How can I change the status of my nodes from NotReady or Unknown status to Ready status?

6 minute read
0

My Amazon Elastic Kubernetes Service (Amazon EKS) worker nodes are in NotReady or Unknown status. I want to get my worker nodes back in Ready status.

Short description

You can't schedule pods on a node that's in NotReady or Unknown status. You can schedule pods only on a node that's in Ready status.

The following resolution addresses nodes in NotReady or Unknown status.

When your node is in the MemoryPressure, DiskPressure, or PIDPressure status, you must manage your resources to allow additional pods to be scheduled on the node.

If your node is in NetworkUnavailable status, then you must properly configure the network on the node. For more information, see Node status on the Kubernetes website.

Note: For information on how to manage pod evictions and resource limits, see Node-pressure eviction on the Kubernetes website.

Resolution

Check the aws-node and kube-proxy pods to see why the nodes are in NotReady status

A node in NotReady status isn't available for pods to be scheduled on.

To improve the security posture, the managed node group might remove the Container Network Interface (CNI) policy from the node role's Amazon Resource Name (ARN). This missing CNI policy causes the nodes to change to NotReady status. To resolve this issue, follow the guidelines to set up IAM Roles for Service Accounts (IRSA) for aws-node DaemonSet.

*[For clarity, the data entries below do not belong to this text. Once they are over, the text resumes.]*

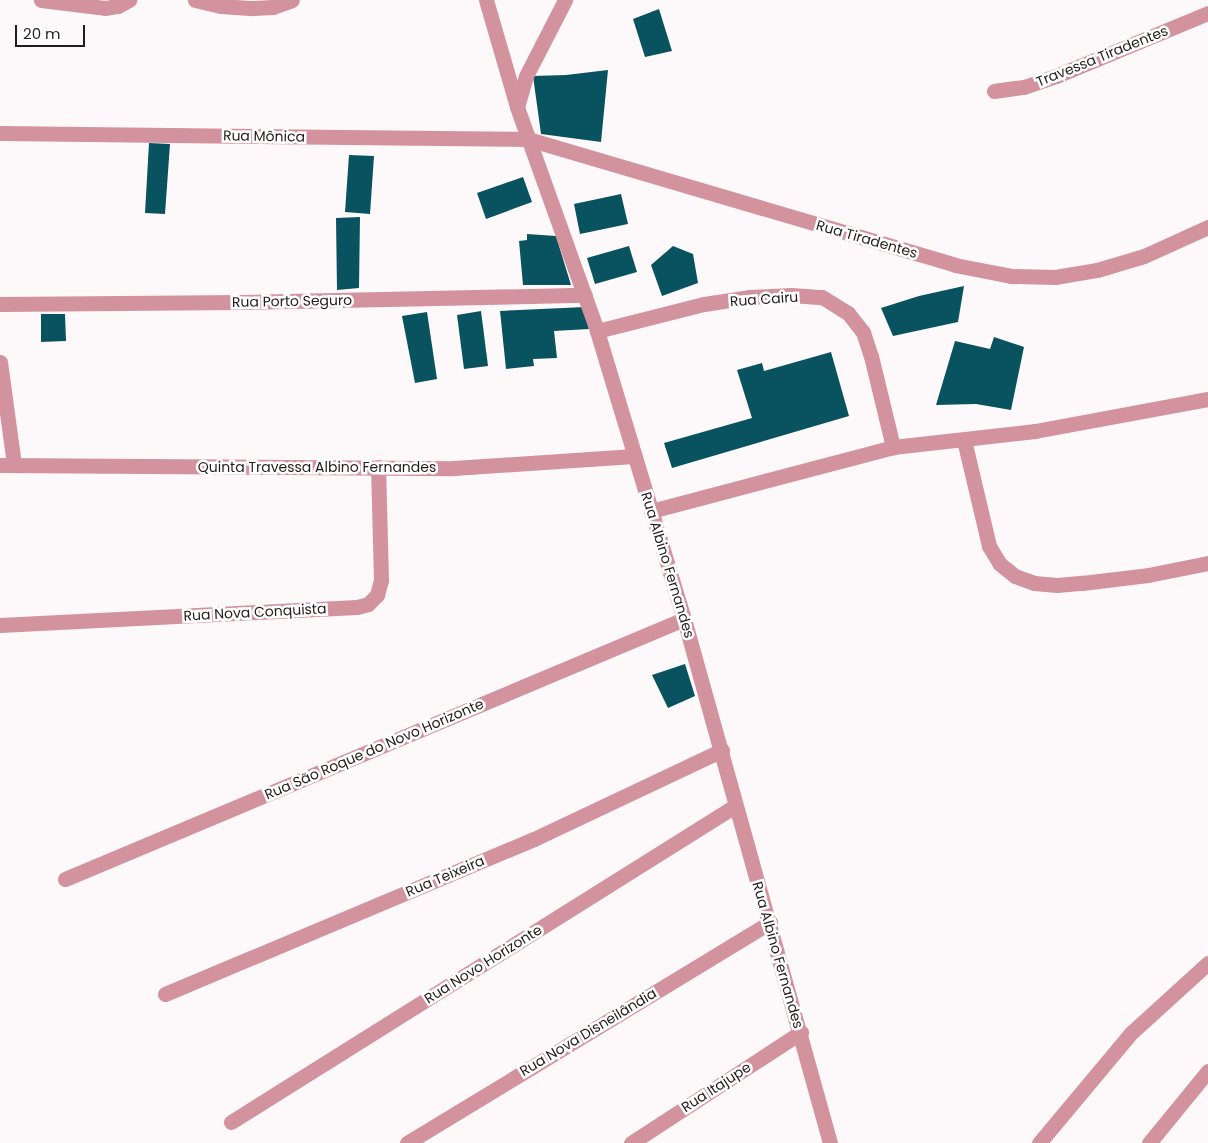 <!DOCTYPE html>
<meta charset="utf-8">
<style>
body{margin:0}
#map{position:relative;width:1208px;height:1143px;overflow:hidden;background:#fdf9fa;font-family:Poppins,sans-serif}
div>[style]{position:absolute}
.building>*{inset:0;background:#095361}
.minor>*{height:15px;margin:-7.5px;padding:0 7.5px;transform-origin:7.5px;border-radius:7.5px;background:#d3939e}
span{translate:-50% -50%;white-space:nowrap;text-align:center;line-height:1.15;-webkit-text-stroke:5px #fff;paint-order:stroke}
.street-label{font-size:14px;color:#231c1d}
.scale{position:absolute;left:15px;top:25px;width:70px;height:22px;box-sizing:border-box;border:2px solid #231c1d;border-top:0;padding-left:6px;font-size:15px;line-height:18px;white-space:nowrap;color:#231c1d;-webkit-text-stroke:4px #fff;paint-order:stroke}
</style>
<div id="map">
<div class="building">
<i style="clip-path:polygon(659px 9px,672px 51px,645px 57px,633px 19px)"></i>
<i style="clip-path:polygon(608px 70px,601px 142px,541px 134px,533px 76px,566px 75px)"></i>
<i style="clip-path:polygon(149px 143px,170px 144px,165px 214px,145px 213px)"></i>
<i style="clip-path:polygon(349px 155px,374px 156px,370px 214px,345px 212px)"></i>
<i style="clip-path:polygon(523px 177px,532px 202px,486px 219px,477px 193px)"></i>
<i style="clip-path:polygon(621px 194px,628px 224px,580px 234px,574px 204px)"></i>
<i style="clip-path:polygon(360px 217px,359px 288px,337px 290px,336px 218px)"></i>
<i style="clip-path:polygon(527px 234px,556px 236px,571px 285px,523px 285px,519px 241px,527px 240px)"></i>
<i style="clip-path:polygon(629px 246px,637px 272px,595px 284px,587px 258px)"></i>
<i style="clip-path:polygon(673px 246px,693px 254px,698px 283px,662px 296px,651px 265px)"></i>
<i style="clip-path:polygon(964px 286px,958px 322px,893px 336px,881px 308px,919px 296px)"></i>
<i style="clip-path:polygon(585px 307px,589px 329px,554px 331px,557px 358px,533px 359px,534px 366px,506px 369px,500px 311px)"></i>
<i style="clip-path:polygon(481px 311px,488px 366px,464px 369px,457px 315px)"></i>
<i style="clip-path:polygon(427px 312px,437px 379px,415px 383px,402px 316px)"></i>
<i style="clip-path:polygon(41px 314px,65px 314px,66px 341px,41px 342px)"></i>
<i style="clip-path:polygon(994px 337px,1024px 347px,1011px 410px,976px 404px,936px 405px,955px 341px,990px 349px)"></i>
<i style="clip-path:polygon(831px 352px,849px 416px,672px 468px,664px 443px,752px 418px,737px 370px,762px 363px,764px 371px)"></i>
<i style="clip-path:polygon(685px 664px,695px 696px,668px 708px,652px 675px)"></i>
</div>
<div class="minor">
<i style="left:41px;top:0;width:64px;rotate:7.1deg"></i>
<i style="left:105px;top:8px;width:13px;rotate:-9deg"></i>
<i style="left:118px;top:6px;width:13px;rotate:-29deg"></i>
<i style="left:195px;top:0;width:27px;rotate:13deg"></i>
<i style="left:221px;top:6px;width:32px;rotate:4deg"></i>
<i style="left:253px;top:8px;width:20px;rotate:-3deg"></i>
<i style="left:273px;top:7px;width:20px;rotate:-20deg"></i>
<i style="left:486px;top:0;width:111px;rotate:73.8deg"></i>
<i style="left:565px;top:0;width:85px;rotate:117.2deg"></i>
<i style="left:526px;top:76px;width:32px;rotate:106deg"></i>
<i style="left:517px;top:107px;width:238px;rotate:70.3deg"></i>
<i style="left:597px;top:331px;width:301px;rotate:73.2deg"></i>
<i style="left:684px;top:619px;width:544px;rotate:74.43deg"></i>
<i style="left:994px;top:91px;width:30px;rotate:-8deg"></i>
<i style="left:1024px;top:87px;width:34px;rotate:-19deg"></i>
<i style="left:1056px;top:76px;width:165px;rotate:-22.5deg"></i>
<i style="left:0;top:133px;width:528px;rotate:0.65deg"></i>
<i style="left:528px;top:139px;width:445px;rotate:16.4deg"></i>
<i style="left:955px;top:265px;width:57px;rotate:11.1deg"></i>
<i style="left:1011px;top:276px;width:44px;rotate:1.3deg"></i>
<i style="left:1055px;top:277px;width:43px;rotate:-9.5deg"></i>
<i style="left:1097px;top:270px;width:49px;rotate:-16.6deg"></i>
<i style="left:1144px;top:256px;width:70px;rotate:-24.4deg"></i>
<i style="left:0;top:304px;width:241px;rotate:-0.5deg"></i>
<i style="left:241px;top:302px;width:344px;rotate:-1.2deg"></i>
<i style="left:597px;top:331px;width:110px;rotate:-14.2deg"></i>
<i style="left:704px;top:304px;width:47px;rotate:-8.7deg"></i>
<i style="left:750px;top:297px;width:41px;rotate:-2.8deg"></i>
<i style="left:791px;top:295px;width:31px;rotate:4deg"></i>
<i style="left:822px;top:297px;width:31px;rotate:32deg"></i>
<i style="left:848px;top:313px;width:24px;rotate:52deg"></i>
<i style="left:863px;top:332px;width:25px;rotate:72deg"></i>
<i style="left:871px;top:356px;width:94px;rotate:76.4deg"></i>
<i style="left:0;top:362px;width:103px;rotate:82.2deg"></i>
<i style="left:964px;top:440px;width:109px;rotate:76.7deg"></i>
<i style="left:989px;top:546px;width:21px;rotate:59deg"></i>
<i style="left:1000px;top:564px;width:19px;rotate:39deg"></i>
<i style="left:1015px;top:576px;width:20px;rotate:20deg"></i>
<i style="left:1034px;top:583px;width:23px;rotate:5deg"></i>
<i style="left:1057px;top:585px;width:25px;rotate:-5deg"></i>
<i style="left:1082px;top:583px;width:66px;rotate:-6.9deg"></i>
<i style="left:1148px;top:575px;width:61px;rotate:-11.3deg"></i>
<i style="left:0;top:465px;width:454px;rotate:0.4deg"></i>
<i style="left:454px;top:468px;width:180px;rotate:-3.8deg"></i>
<i style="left:651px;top:511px;width:250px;rotate:-14.8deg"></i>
<i style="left:893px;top:447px;width:143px;rotate:-6.4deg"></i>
<i style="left:1035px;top:431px;width:176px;rotate:-10.5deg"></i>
<i style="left:0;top:625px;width:357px;rotate:-2.9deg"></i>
<i style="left:357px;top:607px;width:11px;rotate:-15deg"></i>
<i style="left:368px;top:604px;width:13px;rotate:-45deg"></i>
<i style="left:377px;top:595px;width:16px;rotate:-75deg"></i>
<i style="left:381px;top:580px;width:113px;rotate:-91.5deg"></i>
<i style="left:65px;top:879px;width:671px;rotate:-22.78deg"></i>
<i style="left:165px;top:994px;width:400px;rotate:-22.8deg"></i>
<i style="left:534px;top:839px;width:208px;rotate:-25.3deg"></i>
<i style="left:231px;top:1122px;width:595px;rotate:-32.09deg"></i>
<i style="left:407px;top:1143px;width:425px;rotate:-31.3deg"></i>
<i style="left:631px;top:1143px;width:203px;rotate:-33.1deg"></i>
<i style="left:1039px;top:1143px;width:143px;rotate:-50.1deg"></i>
<i style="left:1131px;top:1033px;width:104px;rotate:-42.3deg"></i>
<i style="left:1149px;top:1143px;width:93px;rotate:-50.7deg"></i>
</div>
<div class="street-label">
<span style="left:1102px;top:56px;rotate:-22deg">Travessa Tiradentes</span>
<span style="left:264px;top:136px;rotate:1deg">Rua Mônica</span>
<span style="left:867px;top:239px;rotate:16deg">Rua Tiradentes</span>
<span style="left:764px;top:299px;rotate:-4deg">Rua Cairu</span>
<span style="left:292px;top:301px;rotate:-1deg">Rua Porto Seguro</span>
<span style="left:317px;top:467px">Quinta Travessa Albino Fernandes</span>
<span style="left:668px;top:565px;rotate:73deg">Rua Albino Fernandes</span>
<span style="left:255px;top:612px;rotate:-3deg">Rua Nova Conquista</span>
<span style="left:374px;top:749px;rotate:-23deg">Rua São Roque do Novo Horizonte</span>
<span style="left:445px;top:876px;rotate:-23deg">Rua Teixeira</span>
<span style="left:778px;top:955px;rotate:74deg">Rua Albino Fernandes</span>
<span style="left:483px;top:964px;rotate:-32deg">Rua Novo Horizonte</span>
<span style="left:588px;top:1032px;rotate:-31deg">Rua Nova Disneilândia</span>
<span style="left:716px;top:1087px;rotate:-33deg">Rua Itajupe</span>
</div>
<div class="scale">20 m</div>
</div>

  1. To check the status of your aws-node and kube-proxy pods, run the following command:

    $ kubectl get pods -n kube-system -o wide

    The output looks similar to the following:

    $ kubectl get pods -n kube-system -o wideNAME                             READY   STATUS    RESTARTS   AGE        IP              NODE
    aws-node-qvqr2                    1/1     Running   0          4h31m      192.168.54.115  ip-192-168-54-115.ec2.internal
    kube-proxy-292b4                  1/1     Running   0          4h31m      192.168.54.115  ip-192-168-54-115.ec2.internal
  2. Review the output. If your node status is normal, then your aws-node and kube-proxy pods are in Running status.
    If no aws-node or kube-proxy pods are listed, then skip to step 3. The aws-node and kube-proxy pods are managed by a DaemonSet. This means that each node in the cluster must have one aws-node and kube-proxy pod that runs on it. For more information, see DaemonSet on the Kubernetes website.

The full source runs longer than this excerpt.